For those that don’t know I kept my last name, David kept his, and we are giving our children the last name Wolford-Gentry. Funny thing about David, he respects me more for keeping my name. He likes that I’m independent and didn’t want to follow tradition. I kept my name for quite a few reasons, but one of them being I’m the eldest grandchild and the Wolford name dies out with my generation. Also I’m ornery and didn’t want to change my name. And do you know how annoying it is to redo all of that paperwork? Ain’t nobody got time for that.
So after a really horrible week David and I think we’ll just go someplace tropical or really snowy next year.

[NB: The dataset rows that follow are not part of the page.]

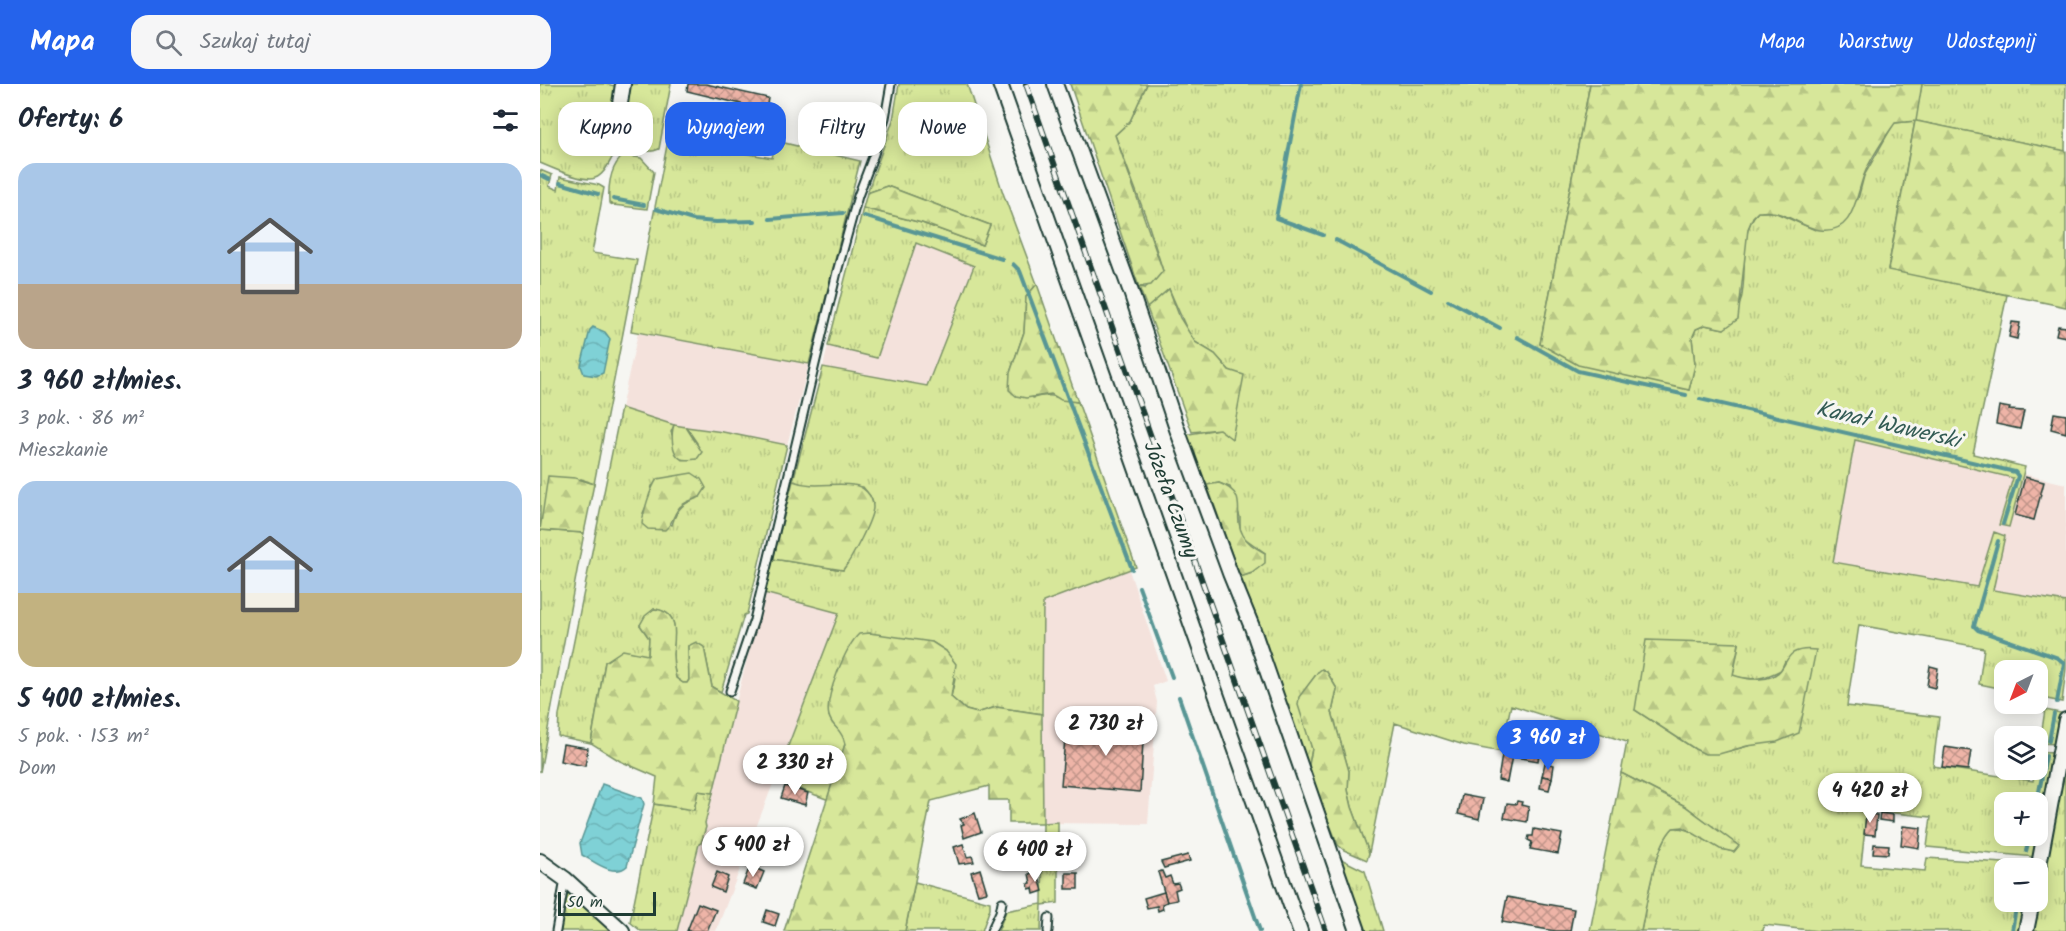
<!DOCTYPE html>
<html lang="pl">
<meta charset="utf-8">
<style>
:root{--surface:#fff;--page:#f6f6f7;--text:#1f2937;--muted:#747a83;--accent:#2563eb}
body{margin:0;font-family:Kalam,sans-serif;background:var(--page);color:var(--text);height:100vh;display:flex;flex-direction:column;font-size:22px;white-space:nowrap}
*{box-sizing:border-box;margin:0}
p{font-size:20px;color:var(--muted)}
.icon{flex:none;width:33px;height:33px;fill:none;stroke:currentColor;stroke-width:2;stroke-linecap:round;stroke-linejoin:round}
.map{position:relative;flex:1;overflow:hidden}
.details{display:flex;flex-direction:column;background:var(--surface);width:540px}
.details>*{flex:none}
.hud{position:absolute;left:18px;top:18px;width:570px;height:54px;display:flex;gap:12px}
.needle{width:39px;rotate:222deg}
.fabs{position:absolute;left:1454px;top:576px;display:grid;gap:12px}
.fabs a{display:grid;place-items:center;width:54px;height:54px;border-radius:12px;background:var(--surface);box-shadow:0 3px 15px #0003;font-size:30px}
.scale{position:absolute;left:18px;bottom:15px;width:98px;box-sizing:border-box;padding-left:6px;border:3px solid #1f3d34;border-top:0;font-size:16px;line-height:21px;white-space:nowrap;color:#1f3d34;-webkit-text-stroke:4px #f6f6f2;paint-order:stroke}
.price{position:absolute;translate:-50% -51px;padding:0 14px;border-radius:21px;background:#fff;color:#222;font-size:20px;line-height:39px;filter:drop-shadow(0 2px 3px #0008)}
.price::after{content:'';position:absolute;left:50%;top:36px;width:18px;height:14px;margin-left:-9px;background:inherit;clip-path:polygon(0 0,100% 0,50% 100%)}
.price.on{background:var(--accent);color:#fff}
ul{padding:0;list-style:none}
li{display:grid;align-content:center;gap:12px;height:318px;padding:0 18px}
li span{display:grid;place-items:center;height:186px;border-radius:18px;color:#555}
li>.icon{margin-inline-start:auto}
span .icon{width:108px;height:108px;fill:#fffc;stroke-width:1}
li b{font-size:26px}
h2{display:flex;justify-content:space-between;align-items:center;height:72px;padding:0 18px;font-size:26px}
.tag{padding:0 21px;border-radius:18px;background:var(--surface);box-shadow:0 3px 15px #0003;font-size:21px;line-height:54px}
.tag.on{background:var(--accent);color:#fff}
header{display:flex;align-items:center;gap:36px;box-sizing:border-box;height:84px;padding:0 30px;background:var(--accent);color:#fff}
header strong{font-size:28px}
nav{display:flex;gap:33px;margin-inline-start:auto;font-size:21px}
.search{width:420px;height:54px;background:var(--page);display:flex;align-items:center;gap:15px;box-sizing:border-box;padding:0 21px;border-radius:18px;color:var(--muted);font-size:22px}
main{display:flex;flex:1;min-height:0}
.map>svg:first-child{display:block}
</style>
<header>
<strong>Mapa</strong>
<div class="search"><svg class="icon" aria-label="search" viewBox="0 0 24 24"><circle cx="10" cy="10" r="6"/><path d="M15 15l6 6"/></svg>Szukaj tutaj</div>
<nav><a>Mapa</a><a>Warstwy</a><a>Udostępnij</a></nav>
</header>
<main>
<section class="details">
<h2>Oferty: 6<svg class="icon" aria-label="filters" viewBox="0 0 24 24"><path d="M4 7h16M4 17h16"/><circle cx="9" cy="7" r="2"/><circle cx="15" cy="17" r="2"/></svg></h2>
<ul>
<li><span style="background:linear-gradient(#a9c7e8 65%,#b9a48a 0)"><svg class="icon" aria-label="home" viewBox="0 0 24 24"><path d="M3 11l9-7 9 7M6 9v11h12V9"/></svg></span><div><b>3 960 zł/mies.</b><p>3 pok. · 86 m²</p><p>Mieszkanie</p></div></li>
<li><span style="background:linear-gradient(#a9c7e8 60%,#c2b280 0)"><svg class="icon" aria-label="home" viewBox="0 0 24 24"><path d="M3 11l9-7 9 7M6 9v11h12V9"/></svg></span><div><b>5 400 zł/mies.</b><p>5 pok. · 153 m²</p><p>Dom</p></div></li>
</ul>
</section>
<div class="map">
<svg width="1526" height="847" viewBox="0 0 1526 847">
<defs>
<pattern id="grass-tufts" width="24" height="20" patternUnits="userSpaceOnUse" patternTransform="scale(1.5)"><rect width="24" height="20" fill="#d7e79a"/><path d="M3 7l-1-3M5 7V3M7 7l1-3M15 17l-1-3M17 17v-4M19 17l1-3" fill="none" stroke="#b8c785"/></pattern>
<pattern id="forest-firs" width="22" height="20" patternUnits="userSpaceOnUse" patternTransform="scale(1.5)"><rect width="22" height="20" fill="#d7e79a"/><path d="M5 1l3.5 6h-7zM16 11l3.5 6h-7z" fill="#b8c785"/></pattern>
<pattern id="water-waves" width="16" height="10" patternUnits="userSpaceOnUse" patternTransform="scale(1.5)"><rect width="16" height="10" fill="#7fd1d6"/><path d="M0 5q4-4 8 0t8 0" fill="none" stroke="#6db4b8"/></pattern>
<pattern id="building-cross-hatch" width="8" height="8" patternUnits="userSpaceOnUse" patternTransform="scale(1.5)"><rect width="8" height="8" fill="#eeb4a7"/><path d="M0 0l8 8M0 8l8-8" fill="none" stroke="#c09489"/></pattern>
</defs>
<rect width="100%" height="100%" fill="#f6f6f2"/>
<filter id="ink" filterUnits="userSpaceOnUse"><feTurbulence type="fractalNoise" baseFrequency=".0167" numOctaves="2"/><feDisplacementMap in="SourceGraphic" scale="12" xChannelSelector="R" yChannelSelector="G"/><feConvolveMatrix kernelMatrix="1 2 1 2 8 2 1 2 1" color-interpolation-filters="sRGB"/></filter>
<g filter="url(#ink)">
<g fill="#f4e2dc">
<polygon points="376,158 434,181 387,303 283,283 288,262 337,273"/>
<polygon points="98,249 269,280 247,361 134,341 81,324"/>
<polygon points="1315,356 1473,394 1459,440 1469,443 1483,390 1526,400 1526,518 1453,506 1465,452 1454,448 1438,503 1293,479"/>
<polygon points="589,486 626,597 613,602 617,618 608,740 503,739 503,518"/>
<polygon points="224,509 299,529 176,847 137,847 159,759 166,743 165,739"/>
</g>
<g fill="url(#grass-tufts)" stroke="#7b9267" stroke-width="1.5" fill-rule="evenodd">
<path d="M0,0h65l11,2 -9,40 8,2c4,9 2,19 -2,28 -4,7 -9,19 -18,22 -11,5 -43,-10 -55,-15z"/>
<path d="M91,0h40l-12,65c-9,4 -14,3 -21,-4 -21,-21 -12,-35 -7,-61z"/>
<path d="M359,0h68l36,109 34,91 -11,13 -2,35 -14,41 23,25c18,-6 27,1 45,4l58,165 -93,35 -1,112 -46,-7 -19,6 -11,-3 -15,-13 4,-18 -9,-28 -14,-9 -99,45 -4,29 6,10 8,8 2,10 -16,56 -54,-20 64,-167 -75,-20 9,-34 70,11 30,-67 -3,-7 -7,-9 -59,-1 -11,-5 30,-114 104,19 47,-120 -58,-23 -39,115 -49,-12 35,-138 59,15 60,22 8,-20 -103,-39 -20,7 26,-73z"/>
<path d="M607,0h443l-50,260 149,46 6,-25 -3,-27 4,-9 9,-4 19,4c5,-9 15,-20 17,-29 7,-26 -3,-69 17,-88h16l41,18 43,-31 6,-23 30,-53 21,-2 7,-37h144l-1,67 -150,-30 -27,148 119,26 -34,159 52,13 -16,60 -10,-2 14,-47 -158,-38 -22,122 144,25 17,-55 11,4 -12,54 73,12v67l-4,33 -25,-5v-27h-33v19l-25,-5 5,-36 -125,-23 -12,81 92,11 -6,49 100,15 2,-11h2l1,-18 16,1 -19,104 -108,-10 4,-30 -64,-7 -6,55 64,6 2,-13 92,6 12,3v1h-27v34h20l-5,29h-201l-54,-6 -1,6h-122c6,-28 13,-84 32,-103 19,-2 38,19 60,24l5,-6 -53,-40 -64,-33 6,-31 -116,-37 -10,47 -37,-7 -69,-22 -26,130 -17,-46 -4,-17 1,-19 -17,-59 5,-23 -10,-17h-9l-19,26 13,51 -4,21 -50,-150 -18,-43 12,-4 13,-20 -22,-16 -3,-8v-12l-10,-30 -11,-4 -12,2 -24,-50 36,-6 13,9 -3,-68 -14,-16 -20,-12 -7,-10 -19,-43 -22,19 -8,-21 6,1 18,-17 -16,-51 -32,-85 15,-14zM1199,560l-6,32c19,5 31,3 48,-6l4,-9 -24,82c-22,4 -44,16 -66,6l-60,-39zM1464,718h33v34h-33z"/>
<polygon points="128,56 232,74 236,57 320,77 269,280 91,247"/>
<path d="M84,71l17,3 13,14 -7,37 -34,-4 -4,-2c-1,-17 1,-37 15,-48z"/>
<polygon points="0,86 12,91 9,102 18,106 20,93 59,101 64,104 52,169 97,176 54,400 41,395 0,443"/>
<path d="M81,324l53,17 -3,7 11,27h15v-16l-11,-16 37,5 64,13 -40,169 -3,1 -23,77 -9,-5 -8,-40 -16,-1 1,34 -2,3h-4l-7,-5c-2,-8 -3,-16 -3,-24 1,-19 8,-42 -19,-45l-14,16 9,13 -1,17 -43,7 -14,81 -33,-7 1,-21zM142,391l18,22c-16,6 -23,10 -28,28l-29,-12 6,-13 3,-14 10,-6z"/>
<polygon points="0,446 44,449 0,688"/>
<polygon points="1505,626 1521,629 1516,660 1500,659"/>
<polygon points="1525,673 1526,847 1494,847"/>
<polygon points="158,707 173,709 165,739 166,743 161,759 159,760 137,847 101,847 90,838 114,720 154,726"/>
<polygon points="518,738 518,819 502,821 501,847 458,847 466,827 502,820 503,739"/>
<polygon points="803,776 825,787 843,847 823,847 798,777"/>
<polygon points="375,798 450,818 450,824 442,847 365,847"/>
</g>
<g fill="url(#forest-firs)" stroke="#7b9267" stroke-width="1.5">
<polygon points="530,0 607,0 590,37 575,51 623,187 611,201 599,203"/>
<path d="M1050,0h332l-6,37 150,30v156l-178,-37 27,-149 -20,2c-11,16 -24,34 -31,52 -9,24 -10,59 -44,55 -17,-2 -31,-16 -48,-18 -4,-1 -9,0 -14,0l-5,5 -5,12 -10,90 -14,10 -19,-4 -9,4 -4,9 3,27 -6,25 -111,-25 -38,-21z"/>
<polygon points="347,102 450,141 442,161 382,139 323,124 327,109"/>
<polygon points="497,200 538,318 521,316 511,310 486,314 476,312 469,306 470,289 484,248 486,213"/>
<polygon points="629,205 640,234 655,258 675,270 689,286 704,291 692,355 679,345 652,348 607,224"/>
<path d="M134,341l12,2 16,25 -5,7c-4,0 -12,2 -16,0 -10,-5 -10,-26 -7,-34z"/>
<path d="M152,389l9,6 5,9 -6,9c-6,2 -13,4 -18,8 -9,7 -8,18 -17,25l-17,-1 -6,-5c1,-11 8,-35 15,-45z"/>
<polygon points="8,392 35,394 54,400 44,449 0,446"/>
<path d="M253,397c20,8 40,1 60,4 11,1 20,11 20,22 0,12 -22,53 -30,63l-70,-11z"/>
<path d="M679,399c32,12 12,31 24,52 4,8 14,14 22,18v10l-13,10 -12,4 -33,-92z"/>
<path d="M114,525c26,2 21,26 19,45 0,8 1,16 3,24l7,5h4l2,-3 -1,-34 8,-4 8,5 8,40 24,14 -23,92 -15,-2 -4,19 -40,-6 3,-27 -37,-16 -29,-18 14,-81 18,-12 25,5 1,-17 -9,-13 5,-9z"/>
<path d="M330,549l62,9 14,9 10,13 -5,33 15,13 11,3 19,-6 46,7 1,109h-34v-23h-20v-14l-58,15 -26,130h-121l61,-187c-3,-16 -13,-16 -16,-28 -5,-18 17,-70 30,-82z"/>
<path d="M1106,556l93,3 -6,32c14,5 40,8 49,-7 4,-5 5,-11 11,-15 7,-4 15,-4 23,-3l-17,83 -22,9 -30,4 -28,8h-14l-10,-5 -60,-39z"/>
<polygon points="782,585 787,588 797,605 792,628 809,687 808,706 812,723 829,769 827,776 804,766 798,761 768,686 772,665 758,621 759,613 778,588"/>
<path d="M1081,689l64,33 54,40 -5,6 -14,-3 -37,-22 -10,1c-19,19 -26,75 -32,103h-51z"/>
<polygon points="29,804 71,847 20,847"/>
</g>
<g fill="url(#water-waves)" stroke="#599695" stroke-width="1.5">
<polygon points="53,243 65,248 70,255 63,289 56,292 44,290 41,282 50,246"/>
<path d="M62,700l40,14 2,6 -17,62c-13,12 -32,-4 -45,-11l-2,-12z"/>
</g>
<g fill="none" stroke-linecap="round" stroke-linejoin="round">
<g stroke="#599695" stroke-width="4">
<polyline points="761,0 736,134 783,151"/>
<polyline points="0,91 9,95"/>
<polyline points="20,99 58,110"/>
<polyline points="73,115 104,121"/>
<polyline points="116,125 153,136 176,138 215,137"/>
<polyline points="324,132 462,175"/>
<polyline points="230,135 303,129"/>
<polyline points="796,156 891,207"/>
<polyline points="473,180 480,187 592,485"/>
<polyline points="908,216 960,244"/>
<polyline points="977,253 1038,287 1146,311"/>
<polyline points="1160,315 1475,388 1478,392 1463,440"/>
<polyline points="1458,457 1434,542 1438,546 1518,574 1524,579 1517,618"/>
<polyline points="599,503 632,593"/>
<polyline points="639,613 720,847"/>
<polyline points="1509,657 1514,630"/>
<polyline points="1497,718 1506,672"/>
<polyline points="1486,767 1490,752"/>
<polyline points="1482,784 1483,784"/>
<polyline points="1472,847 1477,818"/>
</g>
</g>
<g fill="url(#building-cross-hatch)" stroke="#1f3d34" stroke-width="1.5">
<polygon points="148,0 166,0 228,14 226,26 147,7"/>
<polygon points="1472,238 1480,239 1477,255 1469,253"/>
<polygon points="1518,242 1526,243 1526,253 1516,251"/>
<polygon points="1459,322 1470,324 1469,326 1484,327 1480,345 1456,340"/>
<polygon points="1514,329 1526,331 1526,349 1511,345"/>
<polygon points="1485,393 1504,398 1494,436 1475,431"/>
<polygon points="1390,582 1398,584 1395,604 1387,602"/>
<polygon points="557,632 597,636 604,641 600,708 521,701 525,654 554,656"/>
<polygon points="966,658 1000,663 998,677 964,671"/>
<polygon points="23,660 48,664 45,682 20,677"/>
<polygon points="1405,663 1431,667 1428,686 1402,683"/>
<polygon points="962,671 972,672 967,698 958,696"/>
<polygon points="1005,679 1014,681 1012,694 1002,692"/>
<polygon points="1002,692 1012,694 1009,706 1000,704"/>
<polygon points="245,702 268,709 265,721 241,714"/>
<polygon points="922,711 943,715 939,735 918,730"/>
<polygon points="977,717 982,718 981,721 989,723 987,738 964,734 967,719 976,720"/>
<polygon points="435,729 441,748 424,754 421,741 424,740 420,735"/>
<polygon points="1340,729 1353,731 1353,738 1339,736"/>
<polygon points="1326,730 1337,731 1335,751 1324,750"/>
<polygon points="1363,742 1381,744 1379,764 1361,761"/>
<polygon points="994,745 1022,750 1018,770 990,765 992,758 988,756 989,752 993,752"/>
<polygon points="189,749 203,755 193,782 178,776"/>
<polygon points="423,760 427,773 432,772 434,778 419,780 414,763"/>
<polygon points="1334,760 1349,761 1348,770 1333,769"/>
<polygon points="648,771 650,777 624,784 621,778"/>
<polygon points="210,782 224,788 217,805 203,800"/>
<polygon points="440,785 447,808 438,810 431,788"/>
<polygon points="497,787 503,807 494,810 493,804 489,805 488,800 491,799 489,790"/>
<polygon points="622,787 625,794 630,792 633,800 638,799 640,804 635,806 637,816 627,818 618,788"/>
<polygon points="177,788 188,793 183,808 171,803"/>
<rect x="526" y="789" width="12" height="16"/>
<polygon points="624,808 627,818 622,820 623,825 618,827 617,822 607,824 604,814"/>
<polygon points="967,813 1034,825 1030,847 1015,847 962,838"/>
<polygon points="158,819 176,826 167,847 147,847"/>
<polygon points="227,826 239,830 235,842 223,838"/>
</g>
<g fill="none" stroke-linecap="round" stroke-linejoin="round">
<g stroke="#1f3d34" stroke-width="11">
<g id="lane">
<polyline points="190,607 214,536 297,188 318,112 334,70 345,34 351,0"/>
<polyline points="16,847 25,795"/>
<polyline points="451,847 460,828 462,818"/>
<polyline points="508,847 509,834"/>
</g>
</g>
<g stroke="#1f3d34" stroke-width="18">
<g id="street">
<polyline points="460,0 760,847"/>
<polyline points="515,0 591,208 637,345 690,489 712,543 818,847"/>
<polyline points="77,39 83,0"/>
<polyline points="0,777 25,795 82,847"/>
<polyline points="1497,792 1526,636"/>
<polyline points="1486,847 1492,818"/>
</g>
</g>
<use href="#lane" stroke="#f6f6f2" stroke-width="7"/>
<use href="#street" stroke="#f6f6f2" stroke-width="14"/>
<g stroke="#1f3d34" stroke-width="6">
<polyline id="rail" points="486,0 786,847"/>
</g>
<use href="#rail" stroke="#f6f6f2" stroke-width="4" stroke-dasharray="11" stroke-linecap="butt"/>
</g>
</g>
<g text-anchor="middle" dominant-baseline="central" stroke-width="6" stroke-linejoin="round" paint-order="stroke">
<g font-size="21" fill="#1f3d34" stroke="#f6f6f2">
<text transform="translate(630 416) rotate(70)">Józefa Czumy</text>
</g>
<g font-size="22" font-style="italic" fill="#325b54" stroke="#f6f6f2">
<text transform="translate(1348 342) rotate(13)">Kanał Wawerski</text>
</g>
</g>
</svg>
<div class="fabs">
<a><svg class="needle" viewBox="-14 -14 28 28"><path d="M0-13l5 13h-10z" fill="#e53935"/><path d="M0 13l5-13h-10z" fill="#747a83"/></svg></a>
<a><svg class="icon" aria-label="layers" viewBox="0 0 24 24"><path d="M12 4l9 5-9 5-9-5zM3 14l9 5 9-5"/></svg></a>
<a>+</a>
<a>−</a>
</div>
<div class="scale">50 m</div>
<b class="price" style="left:566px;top:673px">2 730 zł</b>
<b class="price on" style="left:1008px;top:687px">3 960 zł</b>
<b class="price" style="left:255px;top:712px">2 330 zł</b>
<b class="price" style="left:1330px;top:740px">4 420 zł</b>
<b class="price" style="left:213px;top:794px">5 400 zł</b>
<b class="price" style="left:495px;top:799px">6 400 zł</b>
<div class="hud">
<a class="tag">Kupno</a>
<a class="tag on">Wynajem</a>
<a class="tag">Filtry</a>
<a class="tag">Nowe</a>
</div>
</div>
</main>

We’ll hole up on the beach or in a cabin and just forget Christmas. Maybe next year I’ll be pregnant and we can do something special for that baby and in honor of Brielle. But the way Christmas was, will never be what David and I can continue. Maybe we’ll take an annual cruise! Or a trip back to Paris or Dover! Who knows? We’re also thinking no presents. I don’t know. Taking a trip and disappearing from the world sounds a lot more fun. But assimilating back into a family Christmas will take time for us. I’m not sure if we’ll ever be okay with a family Christmas again. We may endure another, but I don’t know if we’ll ever be okay with it again.